The Porta San Paolo took its name, attested since the medieval age, from the Apostle Paul’s Church reachable by the via Ostiense which from here started its route towards Ostia. The gate was built under the Aurelian empire (270-275 A.D.) and included in the walls, for that called Aurelian Walls, which enclosed Rome after the first Barbarians’incursions. In its early stage the gate had two twin arches flanked by two semicircular towers. Substantial modifications were made under the emperor Maxentius (306-312 A.D.) when was built an internal double door in travertine, with two entries connected to the towers by two walls: a kind of fortified gatehouse was thus housed between the two doors. Afterwards, in occasion of the restauration of the walls wanted for defensive needs by the emperor Honorius (401-403 A.D.), the towers were taken up and the external gate was reduced to just one arch.

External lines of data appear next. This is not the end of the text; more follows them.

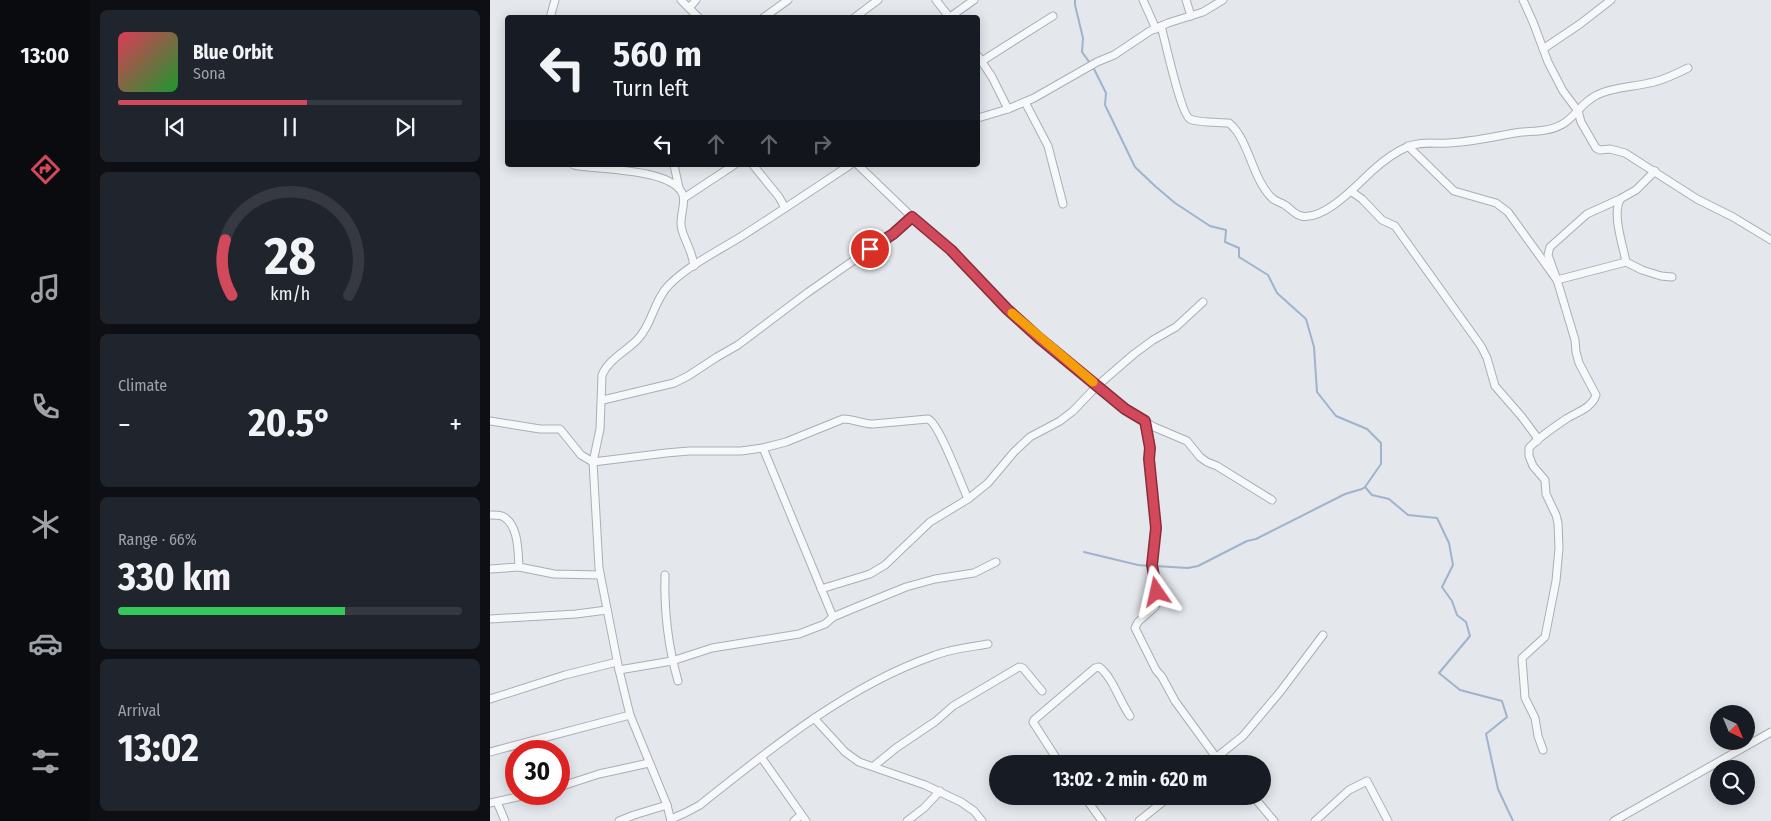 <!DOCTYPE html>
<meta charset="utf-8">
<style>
:root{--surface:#171b24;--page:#20242c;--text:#f1f3f6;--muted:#9ea1a6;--line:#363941;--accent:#d1495b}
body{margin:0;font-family:"Fira Sans Condensed",sans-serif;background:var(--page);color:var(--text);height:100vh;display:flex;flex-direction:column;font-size:19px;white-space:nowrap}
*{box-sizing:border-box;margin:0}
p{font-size:16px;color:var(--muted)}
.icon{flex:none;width:28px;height:28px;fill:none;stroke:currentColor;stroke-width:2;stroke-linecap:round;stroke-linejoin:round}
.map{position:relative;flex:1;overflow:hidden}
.panel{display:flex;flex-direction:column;gap:10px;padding:10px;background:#0d0f14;width:400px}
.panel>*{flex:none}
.hud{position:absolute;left:15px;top:15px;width:475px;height:152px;border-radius:5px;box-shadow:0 2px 12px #0003;background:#171b24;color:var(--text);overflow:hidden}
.needle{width:32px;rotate:136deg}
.controls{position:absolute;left:1220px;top:705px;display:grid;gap:10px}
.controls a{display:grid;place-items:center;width:45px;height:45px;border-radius:50%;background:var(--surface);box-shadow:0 2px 12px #0003;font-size:25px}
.speed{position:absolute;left:15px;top:740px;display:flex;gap:10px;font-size:25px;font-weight:700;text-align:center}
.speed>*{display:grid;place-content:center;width:65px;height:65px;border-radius:50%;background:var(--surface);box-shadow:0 2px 12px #0003;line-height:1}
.speed .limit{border:8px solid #d22;background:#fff;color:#111}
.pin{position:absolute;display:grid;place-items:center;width:42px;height:42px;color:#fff;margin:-21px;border:2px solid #fff;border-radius:50%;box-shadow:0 1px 5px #0007}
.me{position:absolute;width:55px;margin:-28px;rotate:349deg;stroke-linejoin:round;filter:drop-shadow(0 0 4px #0008)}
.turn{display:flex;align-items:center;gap:18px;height:105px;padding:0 25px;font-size:22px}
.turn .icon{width:65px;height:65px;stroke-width:2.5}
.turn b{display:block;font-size:35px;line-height:42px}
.lanes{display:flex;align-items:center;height:48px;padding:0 25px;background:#0003;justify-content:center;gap:25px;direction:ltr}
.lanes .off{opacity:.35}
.big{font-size:38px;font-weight:700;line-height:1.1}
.panel .card{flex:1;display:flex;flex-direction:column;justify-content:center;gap:8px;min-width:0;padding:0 18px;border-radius:8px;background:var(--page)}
.panel .dial{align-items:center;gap:0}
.dial svg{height:130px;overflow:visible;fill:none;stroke:var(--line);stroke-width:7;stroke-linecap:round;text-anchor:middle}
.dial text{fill:var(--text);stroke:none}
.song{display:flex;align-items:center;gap:15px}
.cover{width:60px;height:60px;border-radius:8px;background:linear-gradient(135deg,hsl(350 70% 55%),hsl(130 70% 35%))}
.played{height:5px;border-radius:2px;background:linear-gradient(90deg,var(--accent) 55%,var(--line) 55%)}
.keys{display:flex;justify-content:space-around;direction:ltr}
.heat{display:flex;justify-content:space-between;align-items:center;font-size:28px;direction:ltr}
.charge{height:8px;border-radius:4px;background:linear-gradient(90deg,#34c759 66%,var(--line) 0)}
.trip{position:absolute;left:499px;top:755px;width:282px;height:50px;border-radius:25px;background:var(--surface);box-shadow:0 2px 12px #0003;font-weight:700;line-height:50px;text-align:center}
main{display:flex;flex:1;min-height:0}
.tab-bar{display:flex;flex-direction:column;width:90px;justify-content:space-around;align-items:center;background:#090b0e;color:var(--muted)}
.tab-bar .icon{width:35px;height:35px}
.tab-bar .active{color:var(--accent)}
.tab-bar b{font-size:22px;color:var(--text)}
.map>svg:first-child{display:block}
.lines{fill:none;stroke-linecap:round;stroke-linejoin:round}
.stream{stroke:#9fb4cc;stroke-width:2}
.minor-casing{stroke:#a9aeb7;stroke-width:9}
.minor{stroke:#f7f8fa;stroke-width:7}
.route-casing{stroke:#882f3b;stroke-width:12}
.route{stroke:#d1495b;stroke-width:9}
.slow{stroke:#f59e0b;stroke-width:9}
</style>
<main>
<nav class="tab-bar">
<b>13:00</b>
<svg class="icon active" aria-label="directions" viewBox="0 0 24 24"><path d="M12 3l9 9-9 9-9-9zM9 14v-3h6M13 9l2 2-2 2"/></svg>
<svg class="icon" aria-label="music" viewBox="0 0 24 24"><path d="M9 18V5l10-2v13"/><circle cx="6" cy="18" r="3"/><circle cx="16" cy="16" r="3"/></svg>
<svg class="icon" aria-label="phone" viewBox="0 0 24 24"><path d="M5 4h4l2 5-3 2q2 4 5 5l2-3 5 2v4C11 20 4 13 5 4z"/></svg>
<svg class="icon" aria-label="climate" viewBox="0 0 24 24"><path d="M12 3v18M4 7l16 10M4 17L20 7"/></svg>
<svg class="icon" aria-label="car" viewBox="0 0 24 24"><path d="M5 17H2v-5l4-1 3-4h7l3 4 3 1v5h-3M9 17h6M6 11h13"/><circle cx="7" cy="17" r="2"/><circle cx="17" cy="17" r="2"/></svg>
<svg class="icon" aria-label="filters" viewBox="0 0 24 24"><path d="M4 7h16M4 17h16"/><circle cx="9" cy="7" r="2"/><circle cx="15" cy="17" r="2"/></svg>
</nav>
<section class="panel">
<div class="card">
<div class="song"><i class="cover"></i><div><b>Blue Orbit</b><p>Sona</p></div></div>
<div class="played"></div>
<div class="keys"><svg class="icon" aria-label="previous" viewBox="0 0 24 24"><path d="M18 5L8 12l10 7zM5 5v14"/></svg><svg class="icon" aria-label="pause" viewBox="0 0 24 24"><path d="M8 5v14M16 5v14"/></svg><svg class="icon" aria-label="next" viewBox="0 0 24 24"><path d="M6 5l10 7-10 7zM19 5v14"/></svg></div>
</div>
<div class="card dial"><svg viewBox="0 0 100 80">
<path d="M14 69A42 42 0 1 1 86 69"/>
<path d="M14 69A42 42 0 0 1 10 35" stroke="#d1495b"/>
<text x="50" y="56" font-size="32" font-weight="700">28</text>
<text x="50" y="72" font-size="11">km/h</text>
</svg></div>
<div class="card"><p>Climate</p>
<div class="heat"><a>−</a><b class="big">20.5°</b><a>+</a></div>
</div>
<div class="card"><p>Range · 66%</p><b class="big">330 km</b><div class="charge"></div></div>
<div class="card"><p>Arrival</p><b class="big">13:02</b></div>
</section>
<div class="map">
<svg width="1281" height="821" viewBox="0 0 1281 821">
<rect width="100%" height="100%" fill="#e4e7ec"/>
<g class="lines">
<g class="stream">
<polyline points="585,0 585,5 593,38 592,52 600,63"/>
<polyline points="603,67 616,93 615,105 645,167 665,186 685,203 720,226 736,230 735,242 749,248 749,257 778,275 787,293 816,319 824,347 827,392 846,416 877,429 891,443 891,464 875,487 882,495 899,499 918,515 947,518 959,543 963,565 952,587 962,601 967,615 976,622 980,636 949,673 970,690 1012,701 1017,717 996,734 1008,789 1023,821"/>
<polyline points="594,552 648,565 660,566"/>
<polyline points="665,566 698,568 708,566 757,541 766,539 855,494 872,489 875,487"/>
</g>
<g class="minor-casing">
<g id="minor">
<polyline points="191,0 209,18"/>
<polyline points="446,0 460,18"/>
<polyline points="653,0 666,29"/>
<polyline points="696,0 701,16"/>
<polyline points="1033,0 1043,22 1058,62 1073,91 1088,111 1091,122 1106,148 1110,150 1120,149 1135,153 1207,199 1243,217 1281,240"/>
<polyline points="199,8 206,0"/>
<polyline points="460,17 484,0"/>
<polyline points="60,18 65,0"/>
<polyline points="273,18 298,0"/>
<polyline points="364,18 388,0"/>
<path d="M671,26C675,40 691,115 700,119C708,123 729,122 739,123C759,139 762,179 782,198C786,202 791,202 795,205C801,209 804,214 811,216C834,221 867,185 882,171C892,162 905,152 917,147C930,141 944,144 958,143C981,142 1002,137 1025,133C1035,131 1045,132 1055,130C1084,126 1086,105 1107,95C1122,87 1143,87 1159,83C1172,81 1186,74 1198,68"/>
<polyline points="1053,49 1090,24 1121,0"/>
<polyline points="488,56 502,77 518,109"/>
<polyline points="492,61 563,16"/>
<polyline points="535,102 558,146 573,204"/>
<polyline points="488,118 518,109 544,98 607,62 624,55 660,31 678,23 713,12 733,0"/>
<path d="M918,146L964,191L1006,203L1018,212L1067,280L1085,340L1086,352L1089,363L1106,395C1102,408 1087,412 1076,419C1064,427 1049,437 1039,448V456L1043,466L1055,480L1056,494L1066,515L1068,523L1069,548L1066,581L1055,637L1032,658L1035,698L1045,718L1048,736L1053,750"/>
<path d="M84,165C109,170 183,168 193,195C196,206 188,219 192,230C196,244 202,250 204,266"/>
<polyline points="184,165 189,188"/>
<polyline points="263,165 289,197 295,208"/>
<path d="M360,165C324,189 288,213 252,236C228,251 199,265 179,285C164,300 162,325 147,340C135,352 119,359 112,375L110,429L103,462L176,453L199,451H251L273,448L296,442L353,419C364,419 373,424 383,424L438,419C449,423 471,484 478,499"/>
<polyline points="368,165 422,217 461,250 517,309 549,338 635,409 664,427 697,441 710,457 717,462 727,466 782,500"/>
<polyline points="1165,171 1146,190 1130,199 1097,214 1060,247 1058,255 1067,280 1136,262 1152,270 1171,276 1182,277"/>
<polyline points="862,192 872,199 892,220 905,226 991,346 997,358 1005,386 1032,417 1046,436 1047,441"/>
<polyline points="194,198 244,165"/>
<path d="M1130,200C1122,215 1133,245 1136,262"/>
<polyline points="113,400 184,383 198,376 227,357 248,345 317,293 403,233 422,217"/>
<polyline points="0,421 50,429 70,429 91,455 103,462 109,568 129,670 140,715 177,805 181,821"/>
<polyline points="655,421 660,447 659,459 666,528 662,565 668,600 665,607 648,622 645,628 666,670 672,677 685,701 731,764"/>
<polyline points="273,448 343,617"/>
<path d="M0,515C4,515 9,515 12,516C29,524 28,552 29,567L64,574L110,575"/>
<polyline points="0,569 29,567"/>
<path d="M175,575C174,611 178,646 188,681"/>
<polyline points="331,589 380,574 395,565 440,522 478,499 498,483 524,452 540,437 570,421 583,411 607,386 644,354 663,340 686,327 713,302"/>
<polyline points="0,619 86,614 117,610"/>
<polyline points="129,670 182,661 222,648 309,634 335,624 343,617 362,609 416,587 445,579 484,573 506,562"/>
<polyline points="0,699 75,675 127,662"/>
<polyline points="324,718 355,752 369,762 435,785 471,802 484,811 492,821"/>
<polyline points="0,752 140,715"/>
<polyline points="271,757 316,821"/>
<path d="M570,764L543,722L544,720L605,668L609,667C622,676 630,702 640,716"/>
<polyline points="718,764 753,736 790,692 833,635"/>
<polyline points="384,766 406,748 446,721 463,706 529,667 533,668 552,691"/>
<polyline points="69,787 109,774 159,763"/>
<polyline points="594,796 612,821"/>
<polyline points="763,796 784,821"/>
<polyline points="7,802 15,821"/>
<polyline points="0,803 41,794"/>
<path d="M181,819L195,813L210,805C280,749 357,686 443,656C460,649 480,647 498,644"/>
<polyline points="129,821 144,815 177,805"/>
<polyline points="304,821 311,815"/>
<polyline points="417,821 434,808 450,791"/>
<polyline points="649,821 680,796"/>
<polyline points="825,821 859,790 877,781 898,821"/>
<polyline points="1124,821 1281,732"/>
</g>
</g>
<use href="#minor" class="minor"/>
</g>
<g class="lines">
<g class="route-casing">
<polyline id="route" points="380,249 403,234 422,217 461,250 517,309 549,338 635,409 655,421 660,448 659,459 666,528 662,565 667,592"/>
</g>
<use href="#route" class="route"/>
<polyline class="slow" points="522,313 603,382"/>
</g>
</svg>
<div class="controls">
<a><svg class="needle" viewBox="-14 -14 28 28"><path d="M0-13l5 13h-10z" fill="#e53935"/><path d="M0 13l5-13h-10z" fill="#9ea1a6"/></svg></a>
<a><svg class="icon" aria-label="search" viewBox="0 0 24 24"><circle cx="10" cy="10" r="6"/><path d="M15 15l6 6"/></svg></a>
</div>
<div class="speed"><div class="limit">30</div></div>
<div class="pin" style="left:380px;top:249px;background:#d93025"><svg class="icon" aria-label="arrive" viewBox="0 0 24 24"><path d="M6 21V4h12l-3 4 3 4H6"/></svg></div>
<svg class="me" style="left:667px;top:592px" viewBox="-20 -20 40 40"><path d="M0-17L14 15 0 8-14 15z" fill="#d1495b" stroke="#fff" stroke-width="4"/></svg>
<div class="trip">13:02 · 2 min · 620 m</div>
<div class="hud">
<div class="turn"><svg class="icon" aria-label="left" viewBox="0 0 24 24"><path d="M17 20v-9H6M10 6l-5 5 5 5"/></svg><div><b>560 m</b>Turn left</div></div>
<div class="lanes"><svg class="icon" aria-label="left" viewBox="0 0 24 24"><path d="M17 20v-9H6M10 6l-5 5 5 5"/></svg><svg class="icon off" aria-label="ahead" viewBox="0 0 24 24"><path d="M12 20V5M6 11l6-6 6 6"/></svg><svg class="icon off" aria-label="ahead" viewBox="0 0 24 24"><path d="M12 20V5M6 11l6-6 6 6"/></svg><svg class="icon off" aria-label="right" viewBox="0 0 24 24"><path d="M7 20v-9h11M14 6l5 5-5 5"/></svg></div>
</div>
</div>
</main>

Other modifications were made in the byzantine age and also later, especially in the 15th and 18th century.The gate appears nowadays detached whereas it was originally connected to a strech of the Aurelian Walls, which slopes down from the S. Saba hill towards the Pyramid of Cestius. At first, in 1920, the gate was indeed separated from the walls descended from the hill in order to facilitate the traffic in the square, and then the strech of the walls connected to the Pyramid was bombed out in 1943, during the last II World War. Today the gate houses the Museum of the Via Ostiense: inside, are on dislay the model of the town of Ostia and the one of the harbour of Rome (Portus), and also inscriptions, frescos, and casts of other finds from the territory included between Rome and Ostia.